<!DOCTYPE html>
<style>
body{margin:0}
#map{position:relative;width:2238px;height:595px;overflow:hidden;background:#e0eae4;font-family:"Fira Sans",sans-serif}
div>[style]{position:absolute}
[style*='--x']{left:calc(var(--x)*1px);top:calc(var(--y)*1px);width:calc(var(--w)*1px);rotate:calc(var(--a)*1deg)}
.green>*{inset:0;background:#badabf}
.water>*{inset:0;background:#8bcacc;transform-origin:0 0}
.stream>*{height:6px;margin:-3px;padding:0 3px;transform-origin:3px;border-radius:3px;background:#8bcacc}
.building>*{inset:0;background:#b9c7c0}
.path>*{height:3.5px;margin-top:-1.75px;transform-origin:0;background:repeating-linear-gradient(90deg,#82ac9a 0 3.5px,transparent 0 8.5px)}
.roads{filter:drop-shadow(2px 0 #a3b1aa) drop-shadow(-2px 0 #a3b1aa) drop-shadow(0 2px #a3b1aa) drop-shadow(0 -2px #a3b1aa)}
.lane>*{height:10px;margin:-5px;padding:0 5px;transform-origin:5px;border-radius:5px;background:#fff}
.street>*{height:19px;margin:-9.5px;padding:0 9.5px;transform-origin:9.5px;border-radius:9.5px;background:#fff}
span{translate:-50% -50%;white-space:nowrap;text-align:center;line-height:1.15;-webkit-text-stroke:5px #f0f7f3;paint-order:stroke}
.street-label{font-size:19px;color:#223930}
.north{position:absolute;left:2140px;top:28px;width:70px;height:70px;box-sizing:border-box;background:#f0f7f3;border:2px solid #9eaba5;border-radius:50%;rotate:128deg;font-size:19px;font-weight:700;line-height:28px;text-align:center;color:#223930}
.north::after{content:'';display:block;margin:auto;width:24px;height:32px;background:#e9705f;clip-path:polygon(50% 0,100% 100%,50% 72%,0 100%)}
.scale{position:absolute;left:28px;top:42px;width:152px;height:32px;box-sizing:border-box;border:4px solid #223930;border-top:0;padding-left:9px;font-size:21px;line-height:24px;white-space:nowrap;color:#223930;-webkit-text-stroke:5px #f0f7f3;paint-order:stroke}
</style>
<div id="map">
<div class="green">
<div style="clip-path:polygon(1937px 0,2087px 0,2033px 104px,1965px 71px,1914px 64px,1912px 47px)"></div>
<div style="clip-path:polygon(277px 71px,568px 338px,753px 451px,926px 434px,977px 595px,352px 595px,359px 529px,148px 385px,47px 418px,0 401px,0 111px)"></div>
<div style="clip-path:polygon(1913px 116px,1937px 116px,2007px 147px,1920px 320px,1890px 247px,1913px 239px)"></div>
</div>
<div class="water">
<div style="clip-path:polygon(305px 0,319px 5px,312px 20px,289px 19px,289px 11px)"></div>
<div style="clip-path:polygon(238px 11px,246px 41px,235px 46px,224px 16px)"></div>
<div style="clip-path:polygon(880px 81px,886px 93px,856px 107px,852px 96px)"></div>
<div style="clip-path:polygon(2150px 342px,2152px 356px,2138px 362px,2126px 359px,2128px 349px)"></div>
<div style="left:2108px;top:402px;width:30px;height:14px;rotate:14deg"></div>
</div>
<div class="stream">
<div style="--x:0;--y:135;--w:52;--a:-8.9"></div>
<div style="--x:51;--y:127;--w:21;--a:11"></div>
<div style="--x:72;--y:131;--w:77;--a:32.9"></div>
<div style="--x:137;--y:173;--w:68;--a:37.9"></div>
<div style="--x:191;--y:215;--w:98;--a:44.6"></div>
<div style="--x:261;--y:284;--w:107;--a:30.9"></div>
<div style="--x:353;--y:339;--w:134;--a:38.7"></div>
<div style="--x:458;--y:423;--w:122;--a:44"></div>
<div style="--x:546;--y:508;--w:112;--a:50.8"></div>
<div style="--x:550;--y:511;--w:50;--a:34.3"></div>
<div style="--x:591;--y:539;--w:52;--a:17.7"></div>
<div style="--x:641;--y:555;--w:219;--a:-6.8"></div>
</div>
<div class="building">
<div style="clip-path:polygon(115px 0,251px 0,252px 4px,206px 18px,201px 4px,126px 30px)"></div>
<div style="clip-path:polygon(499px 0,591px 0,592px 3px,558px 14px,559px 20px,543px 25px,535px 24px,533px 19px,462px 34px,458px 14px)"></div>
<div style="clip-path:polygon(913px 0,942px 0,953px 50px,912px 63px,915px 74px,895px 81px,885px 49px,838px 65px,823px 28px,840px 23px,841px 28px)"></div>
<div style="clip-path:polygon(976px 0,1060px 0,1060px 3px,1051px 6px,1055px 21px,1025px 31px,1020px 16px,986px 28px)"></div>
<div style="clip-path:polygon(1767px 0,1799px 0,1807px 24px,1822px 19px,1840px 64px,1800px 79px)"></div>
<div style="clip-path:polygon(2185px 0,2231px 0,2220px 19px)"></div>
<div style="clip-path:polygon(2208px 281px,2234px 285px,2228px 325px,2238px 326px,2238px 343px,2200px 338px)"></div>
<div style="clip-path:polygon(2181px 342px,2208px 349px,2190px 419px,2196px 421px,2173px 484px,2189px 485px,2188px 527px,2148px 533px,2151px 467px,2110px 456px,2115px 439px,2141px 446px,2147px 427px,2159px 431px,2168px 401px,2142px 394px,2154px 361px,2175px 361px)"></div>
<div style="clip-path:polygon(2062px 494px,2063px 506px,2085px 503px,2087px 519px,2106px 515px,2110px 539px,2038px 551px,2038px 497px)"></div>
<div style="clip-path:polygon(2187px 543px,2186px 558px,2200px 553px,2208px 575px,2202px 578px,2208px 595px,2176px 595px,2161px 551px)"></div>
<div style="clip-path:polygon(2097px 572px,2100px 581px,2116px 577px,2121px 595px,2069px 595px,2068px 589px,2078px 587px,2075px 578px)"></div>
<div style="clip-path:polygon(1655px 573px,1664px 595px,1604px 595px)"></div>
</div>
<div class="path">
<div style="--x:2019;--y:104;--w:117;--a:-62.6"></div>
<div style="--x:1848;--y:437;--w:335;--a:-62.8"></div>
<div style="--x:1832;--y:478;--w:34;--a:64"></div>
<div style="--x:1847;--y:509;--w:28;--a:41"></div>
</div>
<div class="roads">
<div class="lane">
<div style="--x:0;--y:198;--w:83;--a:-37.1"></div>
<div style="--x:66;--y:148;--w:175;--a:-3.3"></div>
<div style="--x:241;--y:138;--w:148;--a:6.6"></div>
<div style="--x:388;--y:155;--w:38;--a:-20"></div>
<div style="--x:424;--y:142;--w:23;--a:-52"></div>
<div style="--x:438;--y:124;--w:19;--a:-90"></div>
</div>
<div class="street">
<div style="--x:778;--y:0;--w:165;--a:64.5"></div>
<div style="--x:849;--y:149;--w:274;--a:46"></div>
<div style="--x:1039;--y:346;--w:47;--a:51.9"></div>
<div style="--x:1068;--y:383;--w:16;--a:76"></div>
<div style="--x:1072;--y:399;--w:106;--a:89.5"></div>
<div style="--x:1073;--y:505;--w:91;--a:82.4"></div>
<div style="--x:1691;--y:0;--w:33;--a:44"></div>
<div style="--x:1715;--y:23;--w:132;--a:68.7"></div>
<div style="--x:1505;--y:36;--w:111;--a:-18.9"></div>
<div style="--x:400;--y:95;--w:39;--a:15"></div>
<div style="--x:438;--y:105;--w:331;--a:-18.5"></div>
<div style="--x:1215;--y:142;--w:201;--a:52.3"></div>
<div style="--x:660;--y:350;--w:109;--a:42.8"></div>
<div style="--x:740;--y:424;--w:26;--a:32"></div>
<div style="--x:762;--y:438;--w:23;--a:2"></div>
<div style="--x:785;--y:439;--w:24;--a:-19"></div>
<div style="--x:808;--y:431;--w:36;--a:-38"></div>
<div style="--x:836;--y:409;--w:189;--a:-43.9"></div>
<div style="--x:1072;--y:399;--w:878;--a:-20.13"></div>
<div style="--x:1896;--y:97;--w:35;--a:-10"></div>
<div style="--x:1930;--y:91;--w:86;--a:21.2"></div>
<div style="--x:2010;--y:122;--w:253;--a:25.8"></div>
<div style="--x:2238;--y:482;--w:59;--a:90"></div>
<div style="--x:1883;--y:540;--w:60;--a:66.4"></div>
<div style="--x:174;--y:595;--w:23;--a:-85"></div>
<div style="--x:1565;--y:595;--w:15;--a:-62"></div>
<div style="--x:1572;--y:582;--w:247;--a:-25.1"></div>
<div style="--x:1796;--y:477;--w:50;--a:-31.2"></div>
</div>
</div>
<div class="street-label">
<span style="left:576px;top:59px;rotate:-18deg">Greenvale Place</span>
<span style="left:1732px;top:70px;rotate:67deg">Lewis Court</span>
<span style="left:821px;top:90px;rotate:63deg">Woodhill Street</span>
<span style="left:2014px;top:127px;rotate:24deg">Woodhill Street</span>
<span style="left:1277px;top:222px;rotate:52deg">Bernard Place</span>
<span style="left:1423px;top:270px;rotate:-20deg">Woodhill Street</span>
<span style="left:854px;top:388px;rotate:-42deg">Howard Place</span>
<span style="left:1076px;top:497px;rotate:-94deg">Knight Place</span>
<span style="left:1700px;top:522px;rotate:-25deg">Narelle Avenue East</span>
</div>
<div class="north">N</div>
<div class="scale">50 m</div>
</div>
-=-=-=-=-
Exercise directions ->
Go through the entries above and report every line in which the word "water" appears.

Result for this exercise ->
.water>*{inset:0;background:#8bcacc;transform-origin:0 0}
<div class="water">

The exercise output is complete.